Across most regions, consumers are feeling the significant impact of inflation in their purchasing power. In the US and the EU, inflation at a 40-year high is a shock to the consumer and impacts lower-income families disproportionately. In emerging markets, inflation is not new, but the severity of the current rise in prices, especially for commodity-importing countries has been amplified by the effects of the war in Ukraine and a very strong US dollar. Still, high oil prices could support dairy import demand for some oil export countries as we’ve seen in previous commodity cycles. Rabobank anticipates the supply shortfall will be met by demand weakness, helping to keep a lid on bubbling commodity prices, for now.

Fonterra’s 2022-23 opening forecast farmgate milk price range has come in strong at $8.25- $9.75/kg MS. The wide range reflects current market dynamics, with global supply constraints paired with strong market demand supporting the upper end of the range in particular. Rabobank shares this viewpoint, with our forecast of $9.00/kg/MS set at the midpoint of Fonterra’s range.

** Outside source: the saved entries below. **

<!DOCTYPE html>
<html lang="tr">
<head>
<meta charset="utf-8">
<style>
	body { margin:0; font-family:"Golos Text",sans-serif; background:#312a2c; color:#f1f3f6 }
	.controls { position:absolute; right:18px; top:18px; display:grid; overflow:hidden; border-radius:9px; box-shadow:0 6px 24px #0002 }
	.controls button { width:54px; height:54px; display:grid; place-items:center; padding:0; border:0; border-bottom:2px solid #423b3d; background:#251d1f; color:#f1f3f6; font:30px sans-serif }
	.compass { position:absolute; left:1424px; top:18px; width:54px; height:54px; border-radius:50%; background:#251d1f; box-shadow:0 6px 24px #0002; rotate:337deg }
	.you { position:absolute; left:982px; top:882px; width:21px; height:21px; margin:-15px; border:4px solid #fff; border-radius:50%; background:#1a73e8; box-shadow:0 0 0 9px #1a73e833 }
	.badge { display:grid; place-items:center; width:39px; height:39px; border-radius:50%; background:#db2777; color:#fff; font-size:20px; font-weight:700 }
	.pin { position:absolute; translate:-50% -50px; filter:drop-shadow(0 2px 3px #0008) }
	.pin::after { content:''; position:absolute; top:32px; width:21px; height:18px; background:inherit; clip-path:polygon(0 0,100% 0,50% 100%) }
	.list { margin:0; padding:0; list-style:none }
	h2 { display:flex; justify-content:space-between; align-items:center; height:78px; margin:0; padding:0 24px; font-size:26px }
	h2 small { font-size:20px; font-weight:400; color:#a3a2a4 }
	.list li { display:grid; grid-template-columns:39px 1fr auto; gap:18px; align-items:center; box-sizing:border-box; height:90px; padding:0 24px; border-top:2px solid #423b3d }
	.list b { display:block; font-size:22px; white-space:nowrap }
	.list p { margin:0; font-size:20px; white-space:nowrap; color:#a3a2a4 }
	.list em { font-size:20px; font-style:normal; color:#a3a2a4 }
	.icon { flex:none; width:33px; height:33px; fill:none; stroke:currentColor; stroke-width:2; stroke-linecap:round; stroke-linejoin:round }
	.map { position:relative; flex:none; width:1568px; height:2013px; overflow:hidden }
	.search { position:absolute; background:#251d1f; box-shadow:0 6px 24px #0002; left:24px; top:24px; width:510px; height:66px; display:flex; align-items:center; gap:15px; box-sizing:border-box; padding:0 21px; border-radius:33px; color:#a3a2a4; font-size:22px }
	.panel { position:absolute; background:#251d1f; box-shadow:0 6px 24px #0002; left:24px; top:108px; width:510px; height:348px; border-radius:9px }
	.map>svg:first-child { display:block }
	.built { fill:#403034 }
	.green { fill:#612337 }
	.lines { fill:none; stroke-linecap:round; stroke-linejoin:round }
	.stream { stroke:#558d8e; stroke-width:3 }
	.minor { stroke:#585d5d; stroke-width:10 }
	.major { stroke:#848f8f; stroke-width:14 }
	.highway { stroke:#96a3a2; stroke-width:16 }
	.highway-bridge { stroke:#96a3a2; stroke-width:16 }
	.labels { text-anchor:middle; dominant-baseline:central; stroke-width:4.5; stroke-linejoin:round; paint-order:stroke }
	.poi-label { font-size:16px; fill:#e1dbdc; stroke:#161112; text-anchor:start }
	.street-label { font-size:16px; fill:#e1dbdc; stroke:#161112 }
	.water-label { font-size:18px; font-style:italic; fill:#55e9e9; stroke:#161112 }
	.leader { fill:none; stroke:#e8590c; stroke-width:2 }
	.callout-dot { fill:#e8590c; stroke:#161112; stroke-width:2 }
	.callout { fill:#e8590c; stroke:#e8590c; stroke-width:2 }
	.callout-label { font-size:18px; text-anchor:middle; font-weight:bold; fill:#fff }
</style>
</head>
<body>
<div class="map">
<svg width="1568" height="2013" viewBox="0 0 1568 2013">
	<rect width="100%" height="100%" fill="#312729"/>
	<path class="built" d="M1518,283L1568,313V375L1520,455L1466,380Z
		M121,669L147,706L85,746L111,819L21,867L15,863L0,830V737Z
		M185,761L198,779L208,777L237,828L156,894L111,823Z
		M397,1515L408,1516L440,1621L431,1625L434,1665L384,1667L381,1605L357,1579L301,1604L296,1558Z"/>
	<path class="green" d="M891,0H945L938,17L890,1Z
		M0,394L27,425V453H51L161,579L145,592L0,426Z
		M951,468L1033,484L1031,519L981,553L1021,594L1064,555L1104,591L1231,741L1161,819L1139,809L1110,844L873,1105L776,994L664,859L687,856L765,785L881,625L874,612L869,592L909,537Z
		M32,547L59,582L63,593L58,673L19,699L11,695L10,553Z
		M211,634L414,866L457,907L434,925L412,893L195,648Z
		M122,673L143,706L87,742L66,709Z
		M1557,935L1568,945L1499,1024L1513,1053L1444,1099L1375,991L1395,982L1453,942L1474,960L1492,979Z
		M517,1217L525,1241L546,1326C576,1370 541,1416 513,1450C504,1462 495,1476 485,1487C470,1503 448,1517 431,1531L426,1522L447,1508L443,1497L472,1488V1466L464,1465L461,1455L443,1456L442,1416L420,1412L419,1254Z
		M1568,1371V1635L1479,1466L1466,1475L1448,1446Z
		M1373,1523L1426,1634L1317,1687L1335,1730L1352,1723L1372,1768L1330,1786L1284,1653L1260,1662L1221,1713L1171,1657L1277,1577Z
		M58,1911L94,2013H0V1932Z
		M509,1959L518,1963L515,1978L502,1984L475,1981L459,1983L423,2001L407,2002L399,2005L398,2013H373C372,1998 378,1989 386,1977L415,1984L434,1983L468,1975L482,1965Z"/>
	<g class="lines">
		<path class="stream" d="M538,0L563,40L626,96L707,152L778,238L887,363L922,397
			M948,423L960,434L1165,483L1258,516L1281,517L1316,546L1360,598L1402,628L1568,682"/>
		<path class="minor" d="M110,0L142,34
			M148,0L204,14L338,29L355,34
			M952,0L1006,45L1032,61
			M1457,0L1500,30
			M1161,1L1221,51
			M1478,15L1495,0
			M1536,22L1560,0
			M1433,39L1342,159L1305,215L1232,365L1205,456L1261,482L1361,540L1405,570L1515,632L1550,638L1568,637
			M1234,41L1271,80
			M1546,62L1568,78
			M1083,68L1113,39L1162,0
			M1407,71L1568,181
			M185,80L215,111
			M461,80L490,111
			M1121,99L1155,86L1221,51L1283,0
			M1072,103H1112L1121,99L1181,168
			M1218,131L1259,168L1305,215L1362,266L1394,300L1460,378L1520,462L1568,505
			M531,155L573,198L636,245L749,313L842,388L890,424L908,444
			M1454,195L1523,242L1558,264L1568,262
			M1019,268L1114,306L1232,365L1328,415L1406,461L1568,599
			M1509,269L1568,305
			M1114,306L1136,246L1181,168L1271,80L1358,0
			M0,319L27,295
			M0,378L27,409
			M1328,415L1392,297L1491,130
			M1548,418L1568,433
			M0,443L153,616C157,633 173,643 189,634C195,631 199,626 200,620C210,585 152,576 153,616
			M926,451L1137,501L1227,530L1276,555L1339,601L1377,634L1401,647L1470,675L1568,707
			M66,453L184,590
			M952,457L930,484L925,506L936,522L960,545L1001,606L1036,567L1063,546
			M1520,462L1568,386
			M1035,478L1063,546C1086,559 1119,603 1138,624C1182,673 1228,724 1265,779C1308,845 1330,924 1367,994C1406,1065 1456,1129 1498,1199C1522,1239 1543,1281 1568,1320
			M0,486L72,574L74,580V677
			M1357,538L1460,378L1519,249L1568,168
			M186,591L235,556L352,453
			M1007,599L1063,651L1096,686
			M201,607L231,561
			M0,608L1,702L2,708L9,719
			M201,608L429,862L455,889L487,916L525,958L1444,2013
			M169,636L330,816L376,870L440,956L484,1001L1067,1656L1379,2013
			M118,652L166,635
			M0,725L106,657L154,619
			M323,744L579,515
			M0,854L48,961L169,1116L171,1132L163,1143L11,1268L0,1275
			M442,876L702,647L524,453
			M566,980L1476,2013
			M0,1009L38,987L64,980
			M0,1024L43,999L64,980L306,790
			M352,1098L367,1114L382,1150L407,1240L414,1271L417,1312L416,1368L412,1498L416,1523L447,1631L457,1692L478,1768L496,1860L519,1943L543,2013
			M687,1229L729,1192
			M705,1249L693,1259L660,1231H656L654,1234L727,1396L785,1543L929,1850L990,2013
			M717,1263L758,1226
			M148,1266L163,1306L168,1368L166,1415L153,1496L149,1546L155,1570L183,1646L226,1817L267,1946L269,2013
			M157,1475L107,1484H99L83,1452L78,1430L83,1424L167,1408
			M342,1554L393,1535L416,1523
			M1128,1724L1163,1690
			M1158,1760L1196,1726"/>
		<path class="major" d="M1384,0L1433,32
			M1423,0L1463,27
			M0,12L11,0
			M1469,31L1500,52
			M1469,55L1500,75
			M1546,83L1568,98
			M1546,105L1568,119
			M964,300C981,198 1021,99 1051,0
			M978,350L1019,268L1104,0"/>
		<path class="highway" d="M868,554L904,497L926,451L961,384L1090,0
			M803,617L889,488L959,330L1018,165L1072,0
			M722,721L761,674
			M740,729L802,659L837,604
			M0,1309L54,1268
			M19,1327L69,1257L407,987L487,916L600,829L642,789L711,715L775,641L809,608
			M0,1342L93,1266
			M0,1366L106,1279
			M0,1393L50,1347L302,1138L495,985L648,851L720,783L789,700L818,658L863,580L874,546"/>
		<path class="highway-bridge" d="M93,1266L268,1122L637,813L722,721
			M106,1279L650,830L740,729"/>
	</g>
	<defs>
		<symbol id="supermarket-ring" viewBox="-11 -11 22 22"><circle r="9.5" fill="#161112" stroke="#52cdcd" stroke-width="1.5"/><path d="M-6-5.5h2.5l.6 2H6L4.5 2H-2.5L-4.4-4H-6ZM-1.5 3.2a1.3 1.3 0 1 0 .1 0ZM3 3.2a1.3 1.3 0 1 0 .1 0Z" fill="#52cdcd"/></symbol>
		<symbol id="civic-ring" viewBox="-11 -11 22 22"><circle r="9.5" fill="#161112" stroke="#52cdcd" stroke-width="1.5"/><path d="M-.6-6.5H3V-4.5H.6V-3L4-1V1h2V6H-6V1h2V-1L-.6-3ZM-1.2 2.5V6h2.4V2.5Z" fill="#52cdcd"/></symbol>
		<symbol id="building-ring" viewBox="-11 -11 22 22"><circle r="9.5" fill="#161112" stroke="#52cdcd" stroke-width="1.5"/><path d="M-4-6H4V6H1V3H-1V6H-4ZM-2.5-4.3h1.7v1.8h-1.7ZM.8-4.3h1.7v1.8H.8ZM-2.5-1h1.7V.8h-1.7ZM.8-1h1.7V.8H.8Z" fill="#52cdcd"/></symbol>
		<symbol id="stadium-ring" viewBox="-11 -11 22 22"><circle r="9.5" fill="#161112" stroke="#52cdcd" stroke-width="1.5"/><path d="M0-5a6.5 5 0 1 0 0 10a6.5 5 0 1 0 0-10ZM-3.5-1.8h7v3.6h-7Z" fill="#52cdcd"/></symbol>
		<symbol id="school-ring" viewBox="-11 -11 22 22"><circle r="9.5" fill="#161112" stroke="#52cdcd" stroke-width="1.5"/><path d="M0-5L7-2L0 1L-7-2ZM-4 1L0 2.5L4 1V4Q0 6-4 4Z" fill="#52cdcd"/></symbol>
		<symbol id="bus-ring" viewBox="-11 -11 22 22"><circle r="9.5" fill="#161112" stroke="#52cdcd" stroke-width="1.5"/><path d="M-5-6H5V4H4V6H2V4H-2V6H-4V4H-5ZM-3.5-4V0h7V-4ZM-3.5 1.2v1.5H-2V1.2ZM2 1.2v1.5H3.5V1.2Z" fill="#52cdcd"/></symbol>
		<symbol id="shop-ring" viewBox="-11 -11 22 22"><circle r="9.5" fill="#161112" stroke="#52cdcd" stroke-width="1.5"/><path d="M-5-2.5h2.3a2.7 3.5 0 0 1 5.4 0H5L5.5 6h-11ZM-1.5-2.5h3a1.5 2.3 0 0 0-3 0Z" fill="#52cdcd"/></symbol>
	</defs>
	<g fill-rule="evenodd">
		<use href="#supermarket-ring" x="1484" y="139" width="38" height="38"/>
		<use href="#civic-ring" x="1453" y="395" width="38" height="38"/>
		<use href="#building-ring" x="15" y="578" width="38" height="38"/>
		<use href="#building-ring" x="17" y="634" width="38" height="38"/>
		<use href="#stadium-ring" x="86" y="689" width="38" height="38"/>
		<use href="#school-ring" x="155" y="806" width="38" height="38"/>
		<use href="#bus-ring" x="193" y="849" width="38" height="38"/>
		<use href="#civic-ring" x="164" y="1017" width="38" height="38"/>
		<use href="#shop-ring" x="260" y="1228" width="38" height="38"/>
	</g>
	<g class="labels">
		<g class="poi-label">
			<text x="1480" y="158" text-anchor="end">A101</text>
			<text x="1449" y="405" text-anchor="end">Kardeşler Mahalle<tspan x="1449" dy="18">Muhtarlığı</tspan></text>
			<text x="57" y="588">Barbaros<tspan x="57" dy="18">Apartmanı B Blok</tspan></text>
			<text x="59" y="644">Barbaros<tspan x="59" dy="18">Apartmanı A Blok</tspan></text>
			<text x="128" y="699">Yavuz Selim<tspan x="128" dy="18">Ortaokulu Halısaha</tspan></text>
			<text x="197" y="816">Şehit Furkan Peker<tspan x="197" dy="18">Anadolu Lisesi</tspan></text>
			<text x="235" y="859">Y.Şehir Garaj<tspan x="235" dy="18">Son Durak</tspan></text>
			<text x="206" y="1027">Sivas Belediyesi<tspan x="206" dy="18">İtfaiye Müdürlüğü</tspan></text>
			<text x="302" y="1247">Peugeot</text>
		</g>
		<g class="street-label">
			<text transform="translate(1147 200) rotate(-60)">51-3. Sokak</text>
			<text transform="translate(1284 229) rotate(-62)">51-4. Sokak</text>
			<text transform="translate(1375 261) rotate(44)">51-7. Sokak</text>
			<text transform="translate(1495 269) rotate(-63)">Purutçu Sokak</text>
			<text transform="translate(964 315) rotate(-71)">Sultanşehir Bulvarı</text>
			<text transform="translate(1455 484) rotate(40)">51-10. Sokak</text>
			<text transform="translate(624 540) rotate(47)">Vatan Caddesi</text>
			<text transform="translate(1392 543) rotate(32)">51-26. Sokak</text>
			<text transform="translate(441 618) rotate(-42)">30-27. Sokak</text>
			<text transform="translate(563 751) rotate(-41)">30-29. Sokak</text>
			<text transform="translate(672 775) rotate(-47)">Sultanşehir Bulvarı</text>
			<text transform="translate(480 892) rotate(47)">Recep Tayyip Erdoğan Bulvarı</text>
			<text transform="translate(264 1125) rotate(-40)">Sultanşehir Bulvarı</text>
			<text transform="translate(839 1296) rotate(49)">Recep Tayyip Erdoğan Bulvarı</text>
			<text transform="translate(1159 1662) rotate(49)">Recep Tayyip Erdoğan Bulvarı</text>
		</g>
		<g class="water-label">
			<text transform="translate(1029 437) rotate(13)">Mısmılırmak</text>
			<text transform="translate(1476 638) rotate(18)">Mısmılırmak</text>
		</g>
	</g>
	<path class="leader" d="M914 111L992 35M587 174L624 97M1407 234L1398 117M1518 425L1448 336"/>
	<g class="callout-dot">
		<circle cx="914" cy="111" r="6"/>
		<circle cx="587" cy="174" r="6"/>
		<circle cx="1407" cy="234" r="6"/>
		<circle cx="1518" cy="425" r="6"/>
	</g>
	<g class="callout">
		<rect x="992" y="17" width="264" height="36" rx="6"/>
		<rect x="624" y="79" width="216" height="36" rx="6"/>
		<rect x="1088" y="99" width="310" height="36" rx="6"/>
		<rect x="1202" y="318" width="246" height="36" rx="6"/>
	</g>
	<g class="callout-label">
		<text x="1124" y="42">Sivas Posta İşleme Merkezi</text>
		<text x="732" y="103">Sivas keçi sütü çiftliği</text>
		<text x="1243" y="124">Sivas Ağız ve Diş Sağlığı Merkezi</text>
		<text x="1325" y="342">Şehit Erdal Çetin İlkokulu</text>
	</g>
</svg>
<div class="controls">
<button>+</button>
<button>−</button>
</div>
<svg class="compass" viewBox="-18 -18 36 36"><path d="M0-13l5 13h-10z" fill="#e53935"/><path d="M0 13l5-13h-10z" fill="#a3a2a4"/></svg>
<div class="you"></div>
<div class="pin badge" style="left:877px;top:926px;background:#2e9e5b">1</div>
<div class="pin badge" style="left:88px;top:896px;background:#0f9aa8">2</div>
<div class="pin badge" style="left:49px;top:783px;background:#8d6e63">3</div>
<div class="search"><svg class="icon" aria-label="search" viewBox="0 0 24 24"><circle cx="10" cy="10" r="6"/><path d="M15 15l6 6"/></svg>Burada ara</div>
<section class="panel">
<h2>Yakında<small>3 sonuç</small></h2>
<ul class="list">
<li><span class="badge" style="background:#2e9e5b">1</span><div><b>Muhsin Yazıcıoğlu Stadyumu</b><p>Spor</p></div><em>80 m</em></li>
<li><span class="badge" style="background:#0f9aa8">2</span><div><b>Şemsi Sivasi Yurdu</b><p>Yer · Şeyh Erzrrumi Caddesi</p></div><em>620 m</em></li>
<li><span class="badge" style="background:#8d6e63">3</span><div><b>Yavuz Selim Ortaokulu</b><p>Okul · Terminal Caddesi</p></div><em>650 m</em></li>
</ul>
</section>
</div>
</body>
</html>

Covid and geopolitical-related events are creating unique demand situations, but the constrained supply will continue to buffer the full effect of these demand conditions providing a healthy farmgate milk price for NZ dairy farmers.

Ultimate profitability for NZ farmers in the season ahead will come down to managing costs in an inflationary environment. Like other farmers across the globe, NZ farmers are juggling more expensive input cost pressures than in prior seasons. We anticipate key input costs for dairy farming – fuel, fertiliser, feed, and labour – to remain elevated throughout 2022, and likely 2023 too.

The good news is farm profitability looks likely for most dairy farmers, albeit with smaller margins compared to the season prior. It won’t all be plain sailing though, so buckle in for some bumps along the way, but the destination ahead is still looking good for NZ farmers.

This article first appeared in the July 2022 issue of Dairy Farmer.